Mimo, że woda produkowana przez przedsiębiorstwa wodociągowe jest zdatna do picia, specjaliści BMETERS, jako przedstawiciele firmy nie tylko sprzedającej, ale też serwisującej wodomierze, odradzają picie „kranówki”. Z ich doświadczenia wynika, że woda, która płynie z kranów może być poważnie zanieczyszczona.


Coraz więcej mówi się o tym, że można zrezygnować z wody butelkowanej i przerzucić się na kranówkę. Temat stał się bardzo gorący w ubiegłym roku za sprawą facebookowej strony „Piję wodę z kranu”. O młodych twórcach napisał „Newsweek” i lokalna prasa poszła za ciosem. Niemal w każdym większym mieście Polski dziennikarze zapytali rzeczników wodociągów i inspektorów sanepidu o jakość miejskiej wody. I wszędzie uzyskali odpowiedź, że woda z kranu jest zdatna do picia – i to bez przegotowania. Rzecznicy dodawali jednak, że aby uzyskać całkowitą pewność należy zapytać zarządcę nieruchomości o jakość rur, które dostarczają wodę do kranu.
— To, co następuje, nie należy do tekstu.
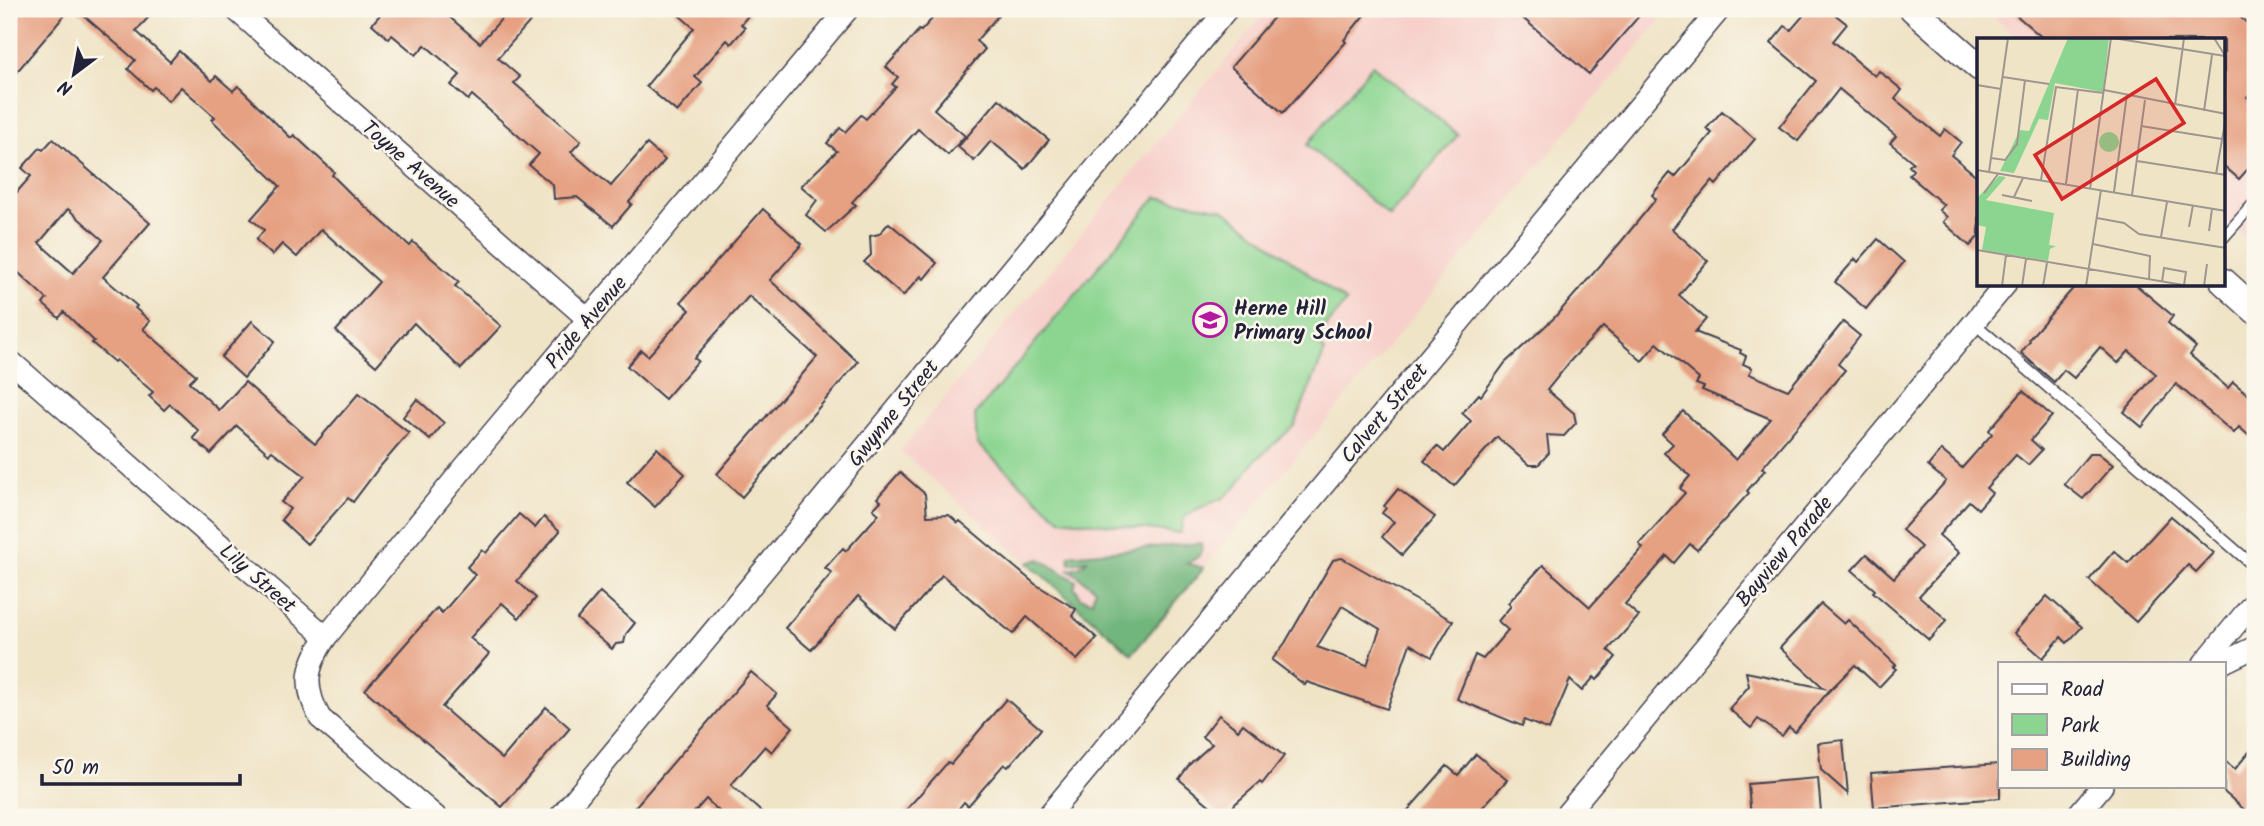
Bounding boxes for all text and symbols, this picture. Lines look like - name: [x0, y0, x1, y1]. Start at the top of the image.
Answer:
- north arrow: [38, 38, 108, 108]
- inset map: [1977, 38, 2226, 287]
- text: N: [53, 71, 79, 103]
- street label: Toyne Avenue: [353, 113, 467, 218]
- street label: Pride Avenue: [538, 268, 637, 377]
- place label: Herne Hill Primary School: [1234, 293, 1372, 350]
- school or university icon: Herne Hill Primary School: [1191, 301, 1229, 339]
- street label: Gwynne Street: [840, 352, 949, 475]
- street label: Calvert Street: [1333, 356, 1438, 472]
- street label: Bayview Parade: [1729, 488, 1842, 615]
- street label: Lily Street: [211, 536, 304, 623]
- legend: [1998, 662, 2226, 788]
- text: Road: [2061, 674, 2104, 707]
- text: Park: [2061, 710, 2099, 743]
- scale bar: [42, 742, 240, 786]
- text: Building: [2061, 744, 2131, 777]
- text: 50 m: [52, 752, 99, 785]

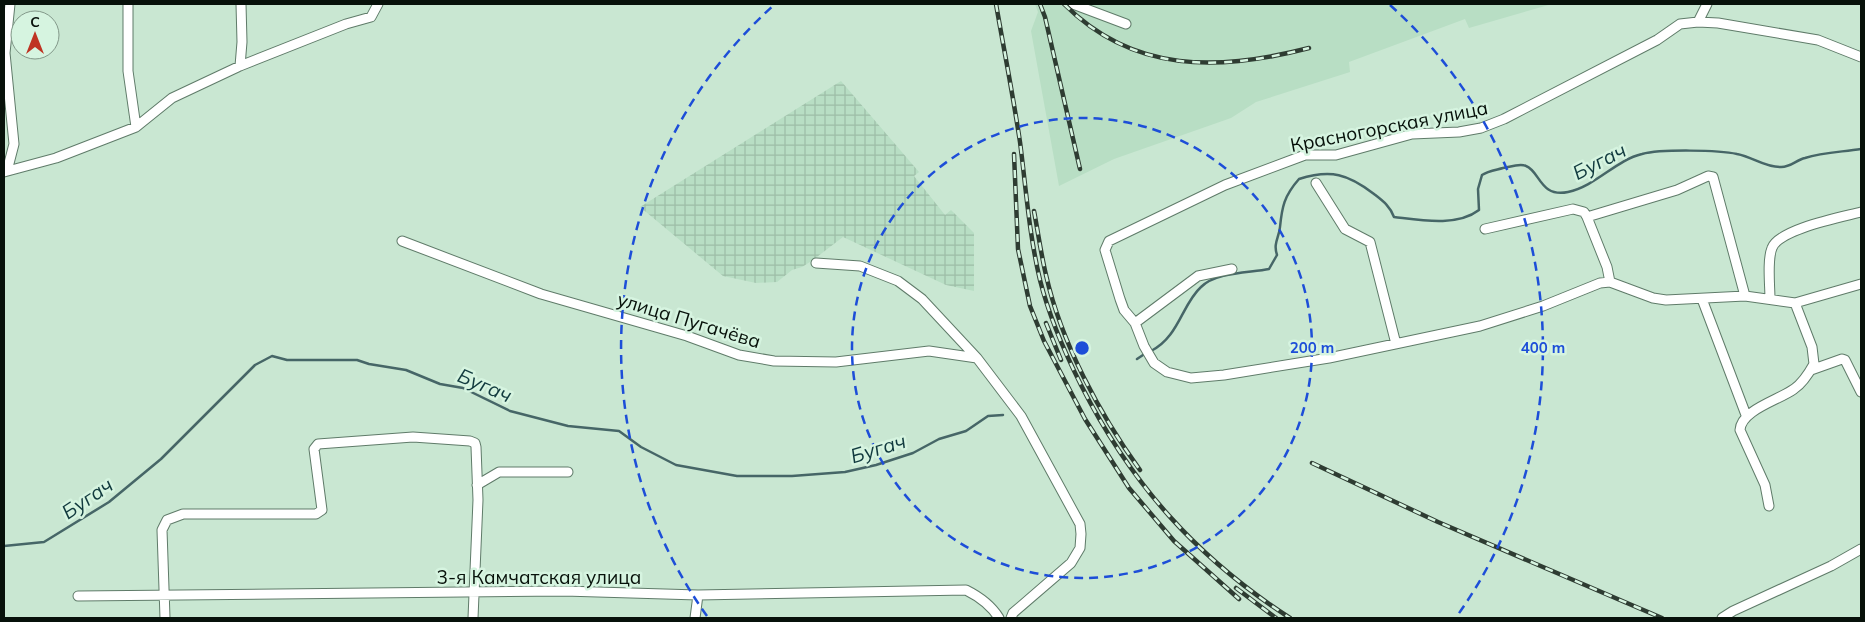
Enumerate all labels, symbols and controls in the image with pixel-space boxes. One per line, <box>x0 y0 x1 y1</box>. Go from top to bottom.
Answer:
north arrow <box>10 10 60 60</box>
text: С <box>30 13 40 31</box>
street label: Красногорская улица <box>1288 95 1490 157</box>
water label: Бугач <box>1568 137 1630 185</box>
street label: улица Пугачёва <box>614 287 764 353</box>
text: 200 m <box>1290 338 1334 357</box>
text: 400 m <box>1521 338 1565 357</box>
centre of rings <box>1073 339 1091 357</box>
water label: Бугач <box>454 362 516 408</box>
water label: Бугач <box>847 428 909 468</box>
water label: Бугач <box>56 472 118 524</box>
street label: 3-я Камчатская улица <box>437 565 641 589</box>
Bo woda wychodząca od dostawcy (czyli przedsiębiorstwa wodociągowego) jest bez zarzutu, ale na zanieczyszczenie pochodzące z rur w budynku dostawca nie ma wpływu.
- Nasza woda jest badana kilkanaście razy na dobę, spełnia normy polskie i europejskie – podkreśla Konrad Antkowiak, rzecznik wrocławskiego MPWiK. – Jednak kwestia jakości wody, która dociera do odbiorcy, jest także zależna od stanu technicznego sieci wodociągowej i o ile kontrolujemy jakości naszej instalacji, to nie mamy wpływu na sieć wewnętrzną znajdującą się w poszczególnych budynkach. Ta należy do zarządcy budynku – dodaje.

Z doświadczenia pracowników BMETERS wynika, że stan większości wewnętrznych instalacji w budynkach pozostawia bardzo wiele do życzenia, a cząstki osadu z kamienia odkładającego się wewnątrz przedostają się do wody. Świadomości skali zanieczyszczenia nie mają nawet zarządcy.
- Jeśli parametry metrologiczne zamontowanych przez nas wodomierzy ulegają pogorszeniu, wspólnota zgłasza je do reklamacji. Po zbadaniu sytuacji na ogół okazuje się, że pogorszenie parametrów metrologicznych związane jest z zanieczyszczeniem wodomierza, wskutek odkładania się w nim substancji fizycznych i chemicznych z wody w danym budynku. A w wodzie tej znajduje się znacznie więcej cząsteczek osadu niż zakłada to standard. Cząsteczki odkładają się na wirniku wodomierza doprowadzając w końcu do korozji lub skrajnego zanieczyszczenia liczydłamówi Marcin Piecyk, Dyrektor Handlowy BMETERS. - Niedawno poddaliśmy badaniom laboratoryjnym w Centrum Analiz Jakości Środowiska przy Uniwersytecie Przyrodniczym we Wrocławiu trzy wodomierze wybrane losowo z partii urządzeń, które jedna ze wspólnot mieszkaniowych zgłosiła do reklamacji. Badania jednoznacznie wykazały, że wodomierze uległy awarii na skutek obecności w instalacji dużej ilości osadów metali (żelaza, miedzi, ołowiu, manganu), których pochodzenia nie można łączyć z budową lub jakąkolwiek wadą wodomierzapodkreśla Marcin Piecyk.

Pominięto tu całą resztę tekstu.